We boarded a bus that was to take us to the starting line, and before we knew it we were standing in line for the john at the top of South Fork, about an hour away from the starting time of 7:00.
When the race finally started, after an hour of stretching and catching up with some fellow-runner-friends, I found myself embarking on the longest run I've ever experienced. The light was low, and the canyon breeze was at my back. I settled in to some nice Red Hot Chili Peppers, and prepared for the next two hours of my life.
The first quarter of the race was a major downhill. Coming out of South Fork was a nice way to start, because by the time we were out we had knocked off three miles without feeling it too much. I tried to keep a steady pace - even when John Denver appeared on my iPod - and before I knew it I was at Bridal Veil Falls. To this point, the scenery was absolutely stunning. I don't fully appreciate the beauty of Provo Canyon while driving through it, but running down the Provo River Trail gave me an up-close picture of how pretty it really is. From Vivian Park to Bridal Veil Falls was probably the most picturesque of the whole run.
We ran past Bridal Veil, and at the mouth of Nunns Park, the run took an unexpected turn. Instead of proceding forward, the run followed the old Upper Falls road and we ran all the way back past Bridal Veil Falls in the opposite direction to Upper Falls park. This was a long steady uphill, by the way, but it turned out not to be so bad. As I made the turnaround, I was able to see my wife coming the opposite direction, and I was also happy to see I was more than half way home.
Up to this point I was feeling good about my run. I had a good pace, my legs were holding up and I was in a good part of the pack. We ran through Nunns Park, and then Canyon Glen. The smoke from campers was a bit hard on my lungs, but no real harm done. It was at this point, when Generator by the Foo Fighters blasted in my eardrums, that I really hit my stride. People started walking all around me, but I felt invigorated. My legs pumped in rythm, my mind was focused and everything was right in the running world.
The race slipped by like I couldn't believe. Before I knew it 10 miles were behind me, and the only thing that lay between me and the finish line was a measley peasley three miles. I can run three miles in my sleep, I say to myself, and I press on.

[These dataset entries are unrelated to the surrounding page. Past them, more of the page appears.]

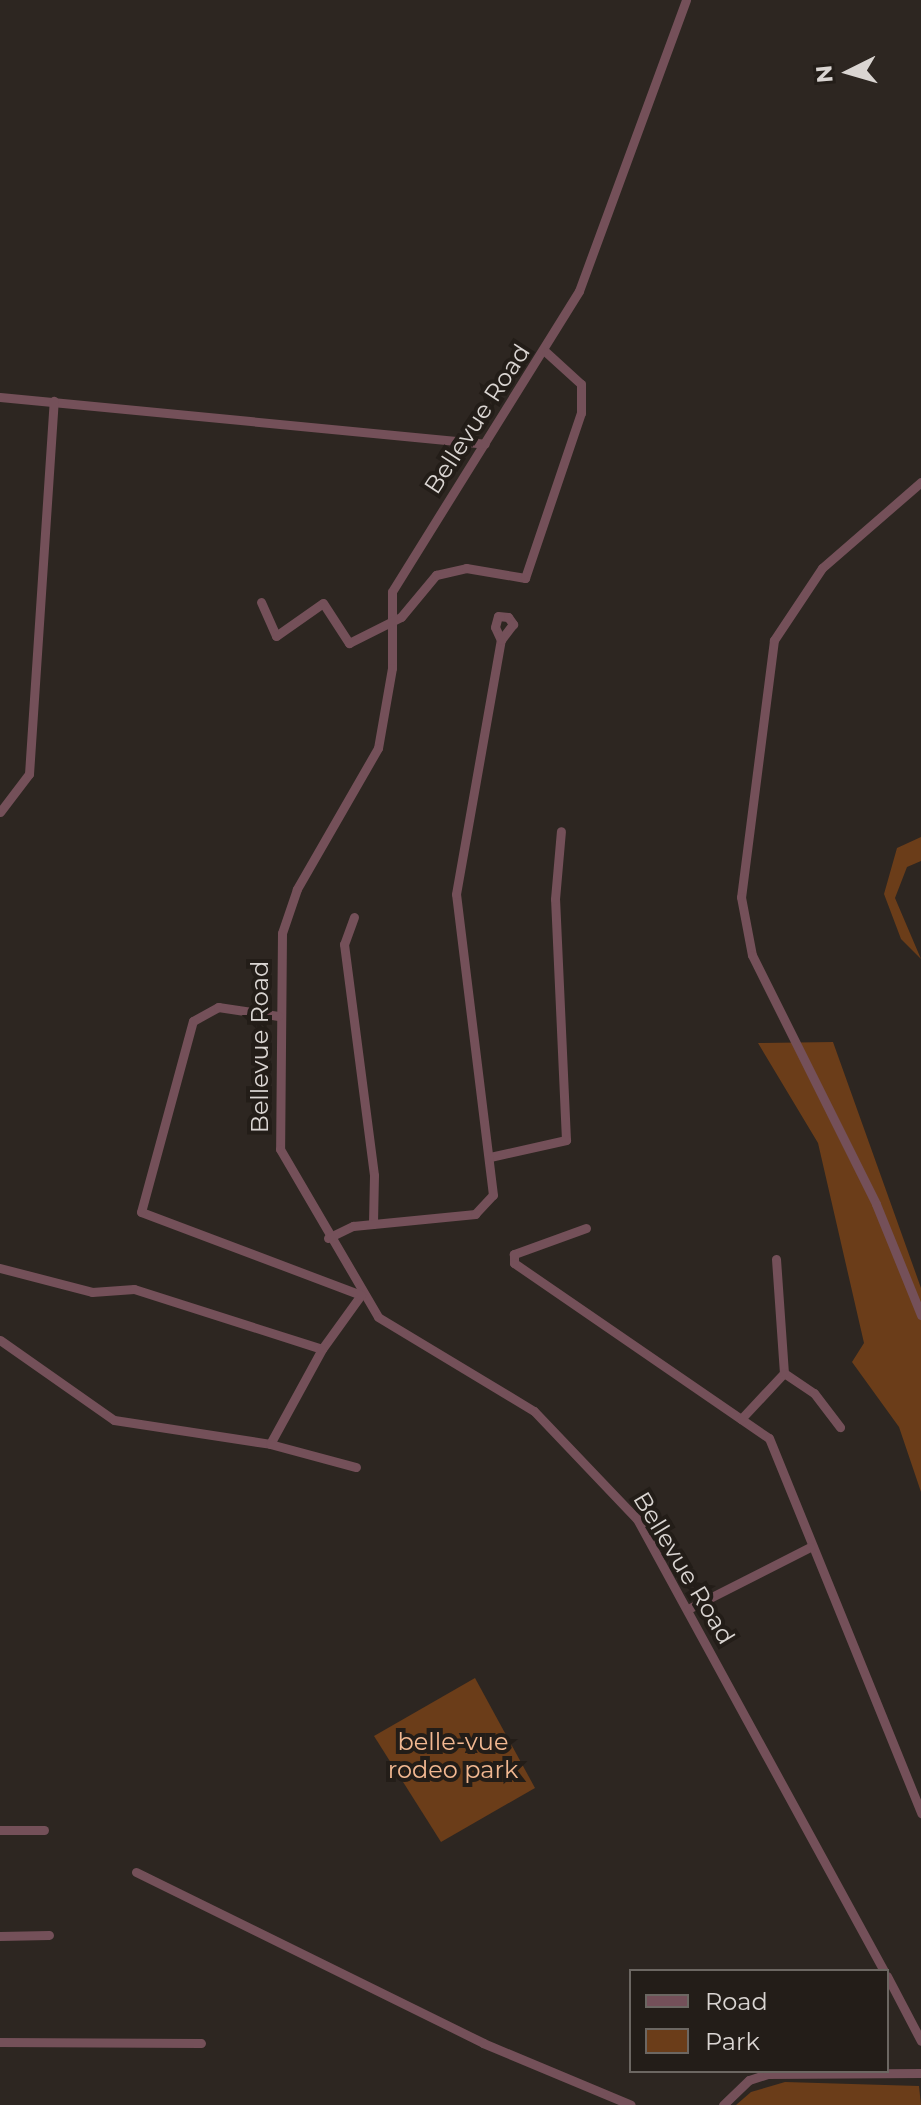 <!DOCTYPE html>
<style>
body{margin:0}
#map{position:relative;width:921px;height:2105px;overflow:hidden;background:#2d2621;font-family:Montserrat,sans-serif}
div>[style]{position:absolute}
.green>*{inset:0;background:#6b3d19}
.street>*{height:9px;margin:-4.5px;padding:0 4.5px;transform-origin:4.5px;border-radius:4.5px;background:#745059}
span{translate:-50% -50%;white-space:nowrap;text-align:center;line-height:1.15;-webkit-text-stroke:8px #231d18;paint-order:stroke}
.street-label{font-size:24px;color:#dad5d2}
.park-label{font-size:24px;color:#f2b891}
.legend{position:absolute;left:629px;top:1969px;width:260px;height:104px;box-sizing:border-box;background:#231d18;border:2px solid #6c6762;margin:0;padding:10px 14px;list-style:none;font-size:24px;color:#dad5d2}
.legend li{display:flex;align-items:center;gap:16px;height:40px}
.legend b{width:40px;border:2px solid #6c6762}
.north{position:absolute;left:809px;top:32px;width:80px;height:80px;-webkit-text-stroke:6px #231d18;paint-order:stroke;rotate:265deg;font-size:22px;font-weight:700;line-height:32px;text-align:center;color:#dad5d2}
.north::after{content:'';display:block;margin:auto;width:28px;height:36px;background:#dad5d2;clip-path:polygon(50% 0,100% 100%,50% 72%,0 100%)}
</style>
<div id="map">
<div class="green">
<div style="clip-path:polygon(921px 837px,921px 861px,907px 867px,895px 898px,921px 959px,901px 939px,884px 894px,897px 848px)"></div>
<div style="clip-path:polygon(833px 1042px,921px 1288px,921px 1492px,899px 1427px,852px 1362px,864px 1343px,818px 1143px,758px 1043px)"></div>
<div style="clip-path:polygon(475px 1678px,535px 1788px,441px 1842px,374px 1736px)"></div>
<div style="clip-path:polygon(785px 2082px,919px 2086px,921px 2105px,736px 2105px,751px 2092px)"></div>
</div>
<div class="street">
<div style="left:686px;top:0;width:310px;rotate:110.2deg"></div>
<div style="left:579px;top:291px;width:354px;rotate:121.9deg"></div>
<div style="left:392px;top:592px;width:76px;rotate:90deg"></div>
<div style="left:392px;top:668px;width:81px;rotate:99.9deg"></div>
<div style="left:378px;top:748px;width:163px;rotate:119.9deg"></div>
<div style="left:297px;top:889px;width:46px;rotate:108.8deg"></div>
<div style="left:282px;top:933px;width:216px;rotate:90.5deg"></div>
<div style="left:280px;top:1149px;width:194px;rotate:59.7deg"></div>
<div style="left:378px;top:1317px;width:182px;rotate:31.1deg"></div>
<div style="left:534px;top:1411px;width:149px;rotate:46.4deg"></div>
<div style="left:637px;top:1519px;width:515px;rotate:61.35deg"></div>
<div style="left:0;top:397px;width:487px;rotate:5.5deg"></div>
<div style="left:921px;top:482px;width:131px;rotate:139deg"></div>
<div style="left:822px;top:568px;width:87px;rotate:123.7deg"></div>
<div style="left:774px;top:640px;width:259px;rotate:97.3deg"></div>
<div style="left:741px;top:897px;width:59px;rotate:79.3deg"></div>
<div style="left:752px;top:955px;width:278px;rotate:63.5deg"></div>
<div style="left:876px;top:1204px;width:120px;rotate:67.9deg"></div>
<div style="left:261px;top:602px;width:37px;rotate:66deg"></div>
<div style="left:276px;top:636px;width:57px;rotate:-35.1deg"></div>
<div style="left:323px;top:603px;width:48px;rotate:57deg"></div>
<div style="left:349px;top:643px;width:58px;rotate:-26.6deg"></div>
<div style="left:401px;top:617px;width:55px;rotate:-50.2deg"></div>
<div style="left:436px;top:575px;width:31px;rotate:-13deg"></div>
<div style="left:466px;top:568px;width:60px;rotate:9.6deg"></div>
<div style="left:525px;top:578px;width:174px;rotate:-71.3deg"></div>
<div style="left:581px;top:413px;width:29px;rotate:-90deg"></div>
<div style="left:581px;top:384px;width:47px;rotate:-137.6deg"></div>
<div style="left:0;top:812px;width:48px;rotate:-52.7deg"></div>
<div style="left:29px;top:774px;width:374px;rotate:-86.2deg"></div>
<div style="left:354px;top:917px;width:29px;rotate:110deg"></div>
<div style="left:344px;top:944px;width:233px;rotate:82.6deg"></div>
<div style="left:374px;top:1175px;width:49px;rotate:91.2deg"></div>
<div style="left:490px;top:1157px;width:78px;rotate:-12.6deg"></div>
<div style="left:566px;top:1140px;width:241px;rotate:-92.6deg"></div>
<div style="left:555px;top:899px;width:68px;rotate:-85deg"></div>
<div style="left:586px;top:1228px;width:77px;rotate:160.1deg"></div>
<div style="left:514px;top:1254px;width:9px;rotate:90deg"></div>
<div style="left:514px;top:1263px;width:309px;rotate:34.5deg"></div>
<div style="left:769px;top:1438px;width:405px;rotate:67.9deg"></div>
<div style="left:328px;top:1238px;width:28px;rotate:-26deg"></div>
<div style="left:353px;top:1226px;width:123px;rotate:-5.6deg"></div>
<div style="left:475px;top:1214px;width:26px;rotate:-47deg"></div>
<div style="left:493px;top:1195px;width:303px;rotate:-97deg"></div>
<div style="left:456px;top:894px;width:258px;rotate:-80deg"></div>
<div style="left:501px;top:640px;width:14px;rotate:-115deg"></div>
<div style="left:495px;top:627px;width:11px;rotate:-75deg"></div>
<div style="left:498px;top:616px;width:10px;rotate:6deg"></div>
<div style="left:508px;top:617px;width:9px;rotate:54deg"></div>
<div style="left:513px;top:624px;width:20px;rotate:127deg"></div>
<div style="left:776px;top:1259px;width:114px;rotate:86deg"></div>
<div style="left:0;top:1268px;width:95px;rotate:14.6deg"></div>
<div style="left:92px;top:1292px;width:42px;rotate:-4.1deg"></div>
<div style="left:134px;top:1289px;width:197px;rotate:17.7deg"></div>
<div style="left:322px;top:1349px;width:67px;rotate:-54.2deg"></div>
<div style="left:361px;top:1295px;width:235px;rotate:-159.3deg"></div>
<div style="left:141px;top:1212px;width:198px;rotate:-74.8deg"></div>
<div style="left:193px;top:1021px;width:29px;rotate:-29deg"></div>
<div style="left:218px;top:1007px;width:61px;rotate:8.5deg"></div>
<div style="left:0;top:1340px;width:139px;rotate:35.1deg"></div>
<div style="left:114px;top:1420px;width:158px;rotate:8.7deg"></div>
<div style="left:322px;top:1349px;width:108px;rotate:118.7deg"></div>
<div style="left:270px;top:1444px;width:89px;rotate:15deg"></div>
<div style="left:741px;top:1419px;width:63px;rotate:-46.9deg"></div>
<div style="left:784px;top:1373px;width:36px;rotate:34deg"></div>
<div style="left:814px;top:1393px;width:43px;rotate:52.6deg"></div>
<div style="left:688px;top:1609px;width:137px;rotate:-26.9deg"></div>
<div style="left:0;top:1830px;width:44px"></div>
<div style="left:136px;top:1872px;width:387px;rotate:26.2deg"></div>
<div style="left:483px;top:2043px;width:160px;rotate:22.7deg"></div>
<div style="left:0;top:1936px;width:49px;rotate:-1.2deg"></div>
<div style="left:887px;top:1976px;width:73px;rotate:62.4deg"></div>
<div style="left:0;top:2042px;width:201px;rotate:0.3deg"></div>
<div style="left:723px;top:2105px;width:36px;rotate:-44deg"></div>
<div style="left:749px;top:2080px;width:19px;rotate:-18deg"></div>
<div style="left:767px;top:2074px;width:154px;rotate:-0.4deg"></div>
</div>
<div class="street-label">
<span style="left:477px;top:419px;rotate:-57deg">Bellevue Road</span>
<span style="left:260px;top:1047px;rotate:-90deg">Bellevue Road</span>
<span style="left:684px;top:1568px;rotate:59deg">Bellevue Road</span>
</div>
<div class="park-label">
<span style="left:453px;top:1756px">belle-vue<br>rodeo park</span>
</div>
<ul class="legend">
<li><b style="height:10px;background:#745059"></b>Road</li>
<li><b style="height:22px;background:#6b3d19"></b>Park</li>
</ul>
<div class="north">N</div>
</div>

Johnny Cash was my companion as I blasted out of Provo canyon and began the final stretch.
Leaving the canyon meant entering the blazing hot, sun-exposed final stretch. We wound through Centaur publishing, and my body ached to stop running. My left knee started to scream for relief, my headband was soaked through and my bronze Jr. Jazz jersey was deflecting the hot sun into my face. Nevertheless, I pressed on. By Utah Community Credit Union, or mile 12, I was on the home stretch. I ran past my beloved Tahitian noni International, through the Prosper parking lot, and before I knew it I was staring at the big red clock slowly ticking my time away.
I made it. I was at the finish line. I burned my final reserves of energy and broke the tape at two hours and 3 minutes. I was hoping for 2:10, which would have given me a 10-minute-mile, so I was very happy to know I exceeded my own expectations. I know, I know, we all know these guys that finish half marathons in a buck thirty or some crap, but I was dang proud of myself. Doing something like this was a huge accomplishment for me, and I had a great time training for and running my first half marathon.
I would like to thank my wife Becky for inspiring me to run this race with her, my friend Trevor for giving me a goal to shoot for, and the Shippen family for being at the finish line.